La guerra en Irán no está tan lejos como algunos creen

Hay conflictos que muchos miran como si fueran una película ajena. Explosiones en otro continente, líderes amenazándose, petróleo, misiles, mercados. Pero esa distancia es engañosa. Cuando una región clave del planeta entra en guerra, el impacto no se queda adentro de sus fronteras. Se derrama. Se filtra. Se mete en la economía global y termina golpeando incluso a quienes jamás pisaron ese suelo.

El mapa engaña

Irán puede parecer un nombre lejano desde Argentina. Un lugar remoto que aparece en los titulares junto a palabras como “tensión”, “ataque”, “represalia” o “escalada”. Pero el mapa ya no alcanza para medir cercanía. Hoy lo cercano no se define por kilómetros. Se define por consecuencias.

Si una guerra toca una zona estratégica para la energía mundial, si amenaza rutas comerciales sensibles, si altera el precio del petróleo y los costos logísticos, entonces deja de ser una crisis regional. Pasa a convertirse en una sacudida global. Y cuando el mundo se sacude, los países frágiles tiemblan más fuerte.

Cada misil puede terminar en el bolsillo de millones

Lo brutal de estas guerras modernas es que no solo destruyen donde caen. También alteran sistemas enteros. Un conflicto en Medio Oriente puede traducirse en combustibles más caros, insumos más costosos, transporte más caro y presión adicional sobre la inflación. Y eso, en un país como Argentina, no es un dato menor. Es una amenaza concreta.

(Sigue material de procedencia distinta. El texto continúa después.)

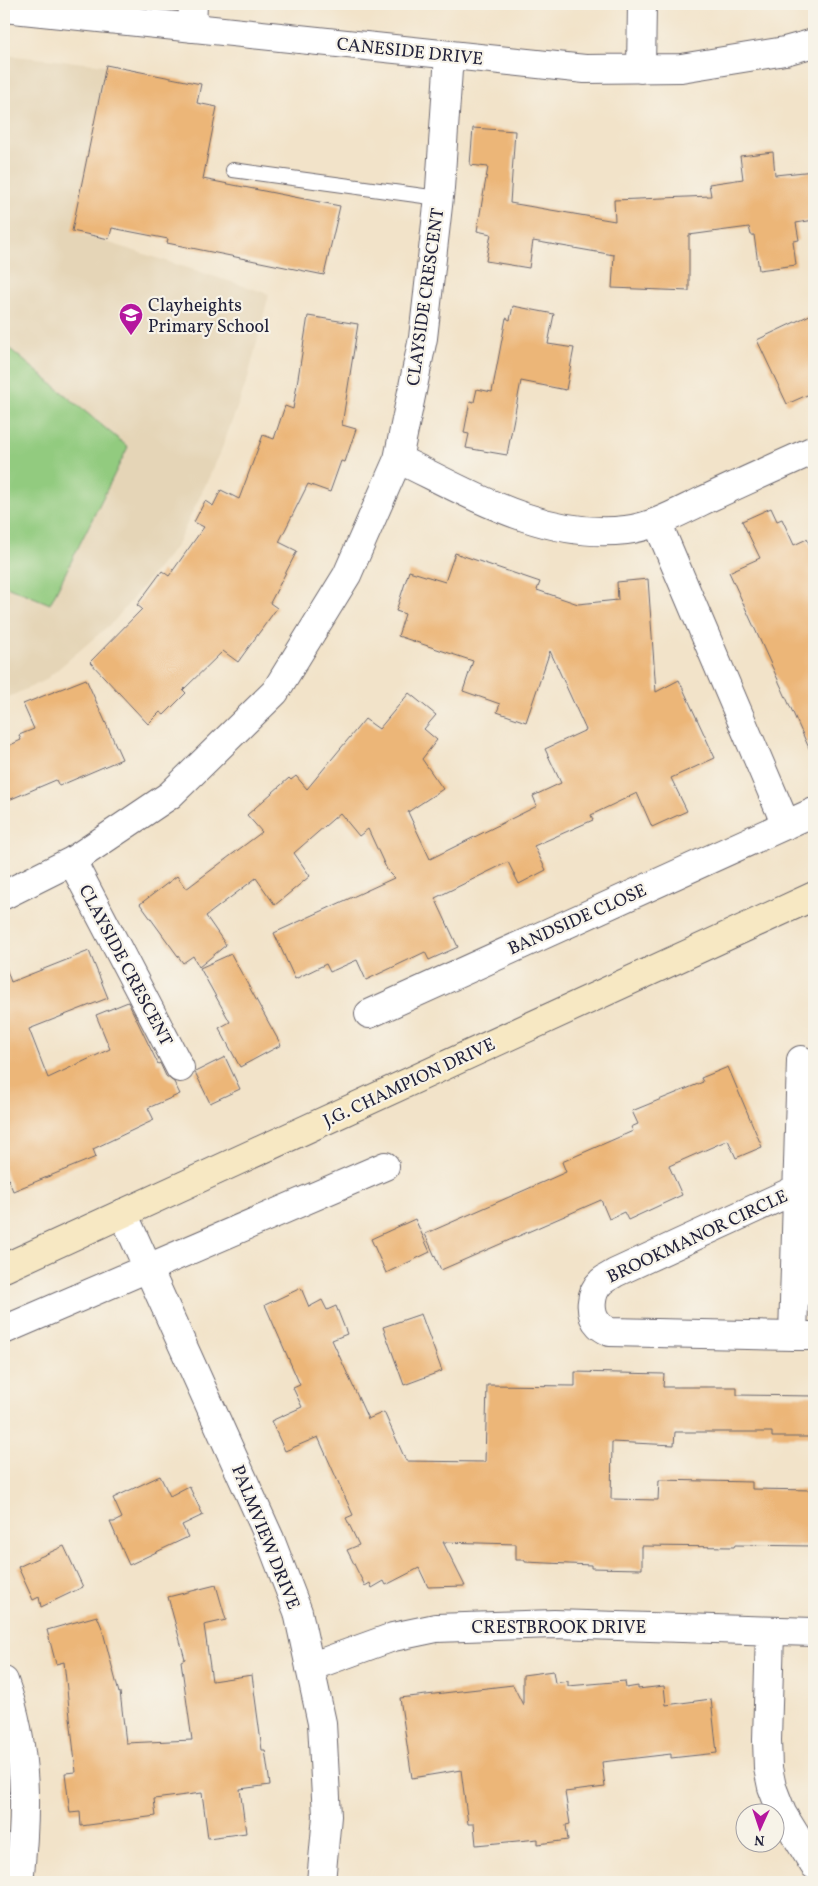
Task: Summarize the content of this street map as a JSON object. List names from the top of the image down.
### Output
{
  "streets": {
    "main road": ["J.G. CHAMPION DRIVE"],
    "street": [
      "CANESIDE DRIVE",
      "CLAYSIDE CRESCENT",
      "BANDSIDE CLOSE",
      "BROOKMANOR CIRCLE",
      "PALMVIEW DRIVE",
      "CRESTBROOK DRIVE"
    ]
  },
  "crossings": [
    ["CANESIDE DRIVE", "CLAYSIDE CRESCENT"],
    ["J.G. CHAMPION DRIVE", "PALMVIEW DRIVE"],
    ["PALMVIEW DRIVE", "CRESTBROOK DRIVE"]
  ],
  "places": {
    "school or university": ["Clayheights Primary School"]
  },
  "north": "bottom"
}
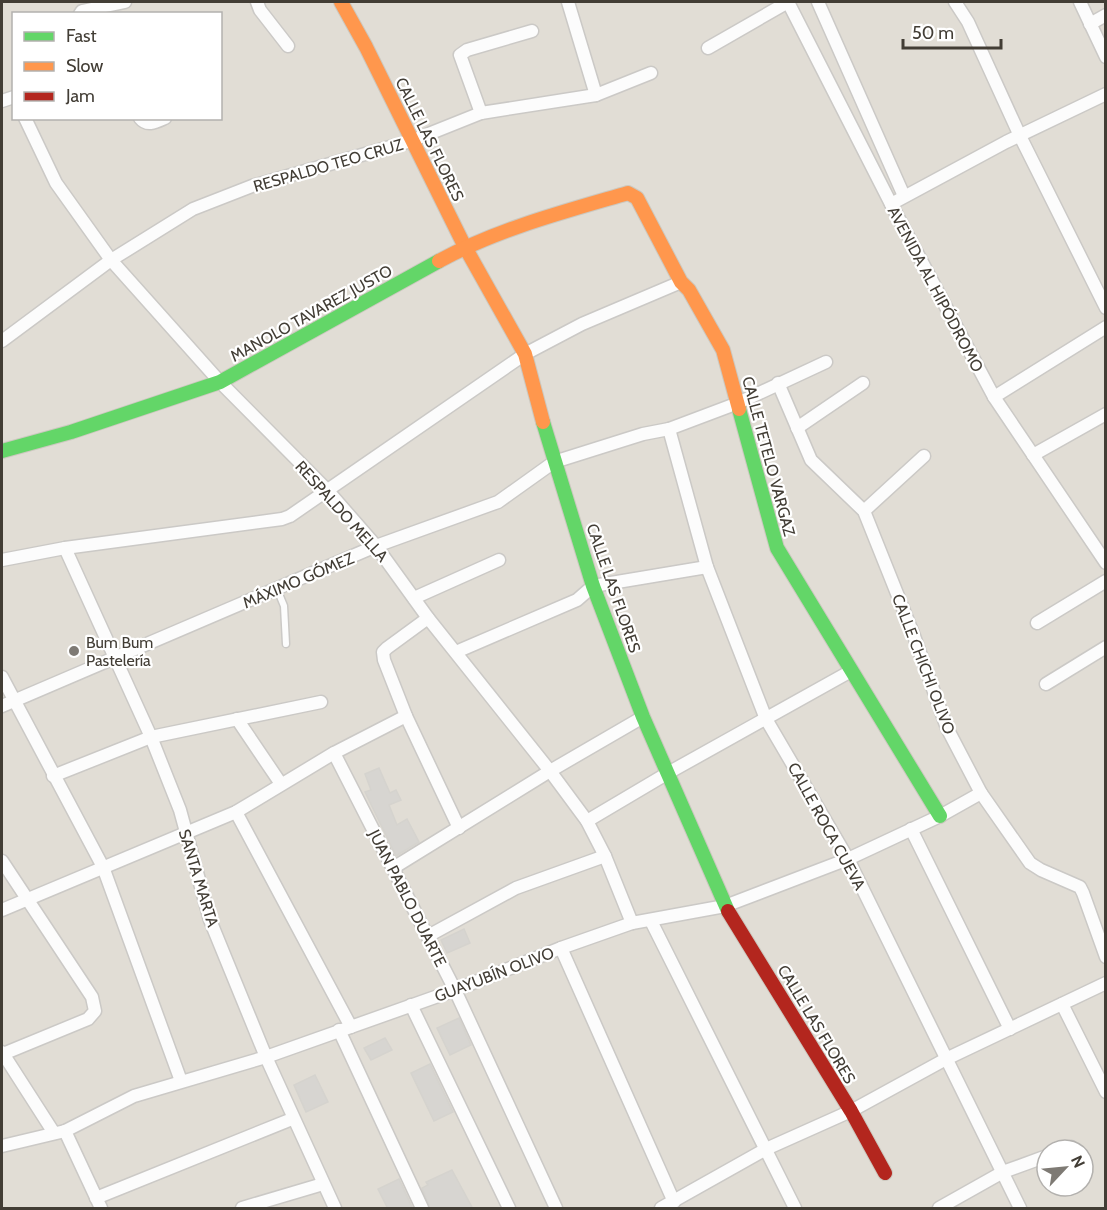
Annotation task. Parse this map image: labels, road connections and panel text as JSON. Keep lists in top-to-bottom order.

Porque acá cualquier tensión internacional encuentra una economía debilitada, una sociedad desgastada y una capacidad de absorción cada vez más pequeña. Cuando afuera se incendia algo importante, adentro no sobra margen. Por eso es ingenuo pensar que la guerra en Irán es solo una noticia internacional. Puede convertirse, tranquilamente, en otro problema doméstico.

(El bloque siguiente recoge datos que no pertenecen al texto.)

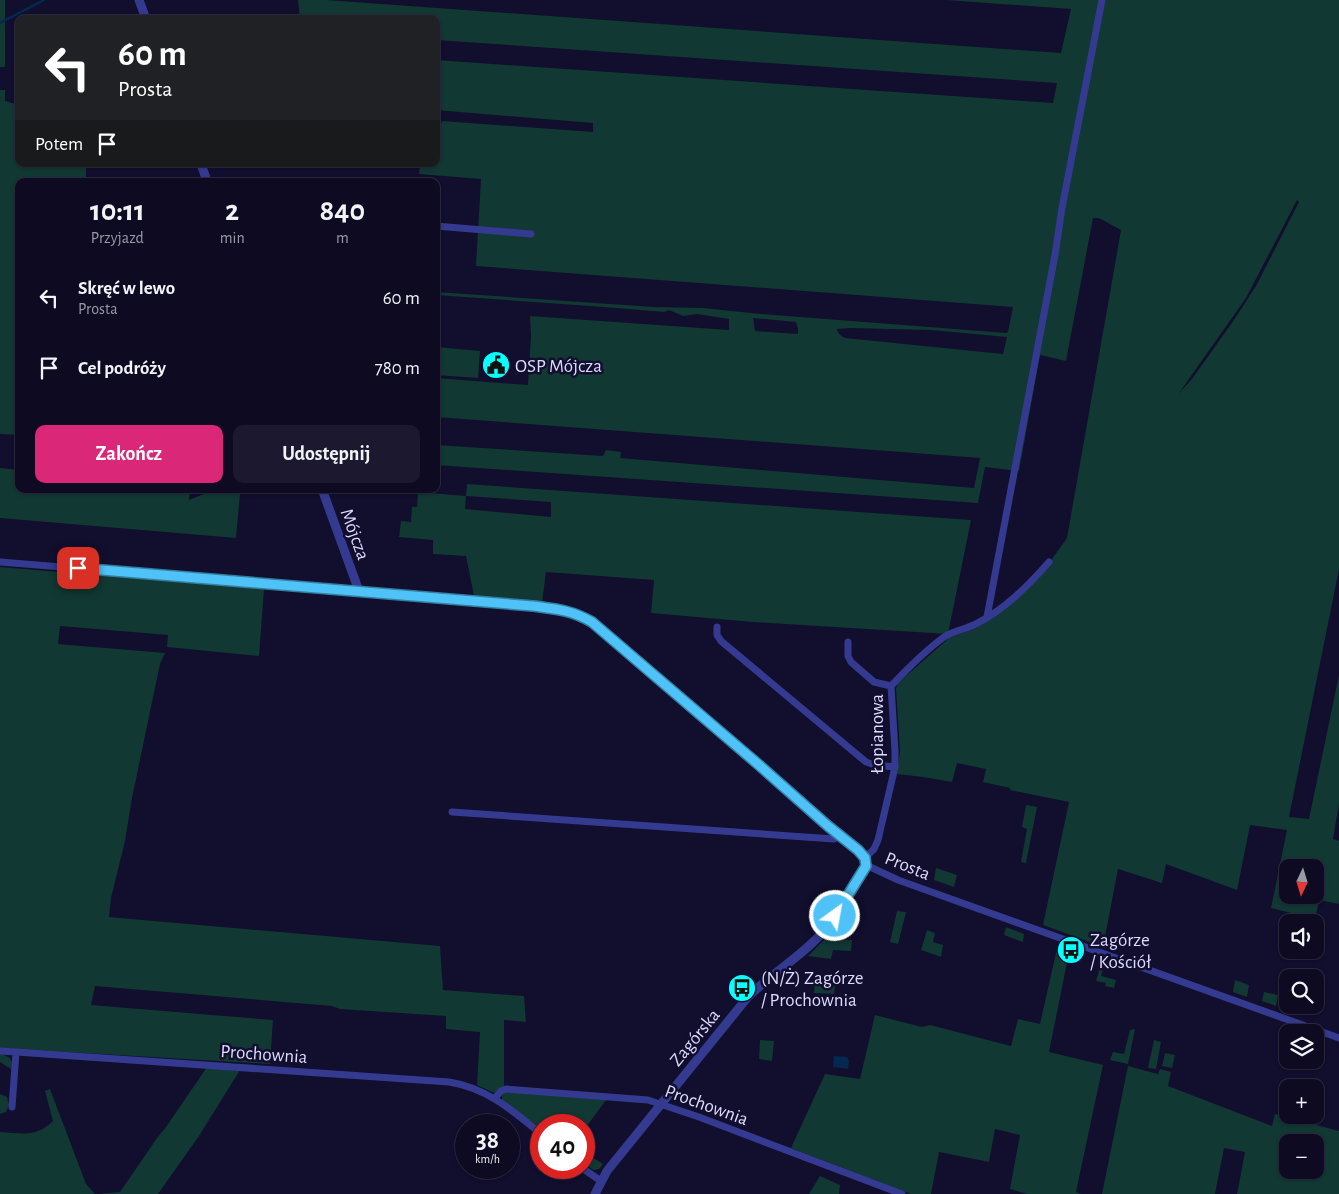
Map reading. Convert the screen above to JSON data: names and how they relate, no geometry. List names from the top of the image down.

El costado humano no puede desaparecer detrás de la geopolítica

También hay algo más. Algo que a veces se pierde entre análisis militares, mapas estratégicos y discusiones ideológicas. Detrás de cada guerra hay personas. Hay familias corriendo, ciudades quebradas, chicos creciendo con miedo, gente que pierde su casa, su rutina y su futuro en cuestión de horas.

A veces da la impresión de que el mundo comenta las guerras como si fueran una competencia de poder entre dirigentes. Pero los que siempre ponen el cuerpo son otros. Los civiles. Los que no deciden nada. Los que simplemente estaban ahí cuando los de arriba resolvieron transformar la tensión en fuego.

El planeta se está acostumbrando demasiado al caos

Ese tal vez sea uno de los aspectos más inquietantes de esta época. Ya no sorprendemos tanto. Otra guerra, otra amenaza, otra escalada, otra crisis energética, otro mercado nervioso. Como si el planeta hubiera aprendido a vivir en estado de alerta permanente.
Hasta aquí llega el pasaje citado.